GNA allows the state to accomplish what the feds can’t, or can’t right now — work crucial for historically declining forest health and to prevent more record-breaking and financially devastating forest fires. Results have been encouraging, with once-stalled efforts in federal forests moving forward, including thinning, restoration, and timber sales.

“The national forest system land… has been in a pretty steady decline since the 1970s, and mortality in the national forest is at an all-time high,” David Groeschl, deputy director and state forester for the Idaho Department of Lands, told NWM&T in an interview for its first GNA story in 2017, the year IDL started work in national forests.

All environmental laws still apply, but IDL fills in where the Forest Service is constrained by regulations, time (state and federal budget cycles begin in different months), or resources.

“For example, when they’re short of specialists, such as from a slow hiring process or a hiring freeze, through the GNA agreement we can advertise and award a contract to an individual to get it done,” explained Foss.

Jon Songster is IDL’s Federal Lands Program Manager and oversees the statewide GNA program, from planning to on-the-ground implementation

“In the Idaho Panhandle National Forest, the USFS has 40 vacancies to fill,” he said. “That can be a bottleneck.
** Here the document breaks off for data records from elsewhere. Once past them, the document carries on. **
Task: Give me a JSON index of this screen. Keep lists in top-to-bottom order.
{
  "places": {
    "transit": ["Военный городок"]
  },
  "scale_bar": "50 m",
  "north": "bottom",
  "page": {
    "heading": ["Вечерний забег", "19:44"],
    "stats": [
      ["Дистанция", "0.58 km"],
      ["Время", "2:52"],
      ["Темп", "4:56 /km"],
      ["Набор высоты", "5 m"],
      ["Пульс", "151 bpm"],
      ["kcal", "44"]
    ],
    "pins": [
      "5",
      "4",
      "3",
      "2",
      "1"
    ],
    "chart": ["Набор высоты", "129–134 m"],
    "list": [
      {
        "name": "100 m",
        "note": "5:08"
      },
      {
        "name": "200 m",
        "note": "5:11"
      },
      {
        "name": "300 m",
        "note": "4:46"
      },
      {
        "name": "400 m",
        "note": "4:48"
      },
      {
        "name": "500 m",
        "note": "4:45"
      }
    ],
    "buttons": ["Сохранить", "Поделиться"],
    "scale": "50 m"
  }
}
This is a way we can add capacity and help — with internal staff, or going to private sector and bringing those professional services in.”

One example is the Hana Flats project where the state provided a hydrologist, fisheries, and soil specialists who enabled a NEPA project (environmental impact analyses required for work on federal land) to move forward.

“We used GNA authority recently to help us in the priest lake area (Hana Flats),” said Matt Staudacher, Idaho Panhandle National Forest Service Vegetation Staff Officer, who is in charge of GNA restoration work. “All our NEPA employees were working on different projects, so we combined forces with the state to contract with environmental firms and put together a team… It would have taken another year, possibly two, by the time we got to it. So we were able to start it a year earlier.”

The legal framework for GNA cooperation began with the 2014 farm bill — a four-year law covering an array of federal agricultural and food programs considered again in 2018. The program’s first two years were about planning; IDL and USFS entered a joint Good Neighbor Agreement, and identified projects and priorities. GNA implementation in Idaho during the start-up phase benefited from financial contributions from forest products industry partners, who are contributing $1 million over three to five years in support of GNA work by Idaho Department of Lands. Projects involve mixed ownership settings and contribute to cross-boundary restoration outcomes. In many cases private forestland abuts public forest.

“We work collaboratively with partners such as tribes, county commissioners, and collaborative groups to create a five to 10-year action plan — so we have all our integrated vegetation projects planned out for 10 years,” said Shoshana Cooper, IPNF’s public affairs officer. “GNA gives us the flexibility to fill resource gaps allowing us to potentially bring some projects forward ahead of schedule to accomplish more restoration work across the forest.”

That private-public philosophy of joint stewardship has been a boon for forest management.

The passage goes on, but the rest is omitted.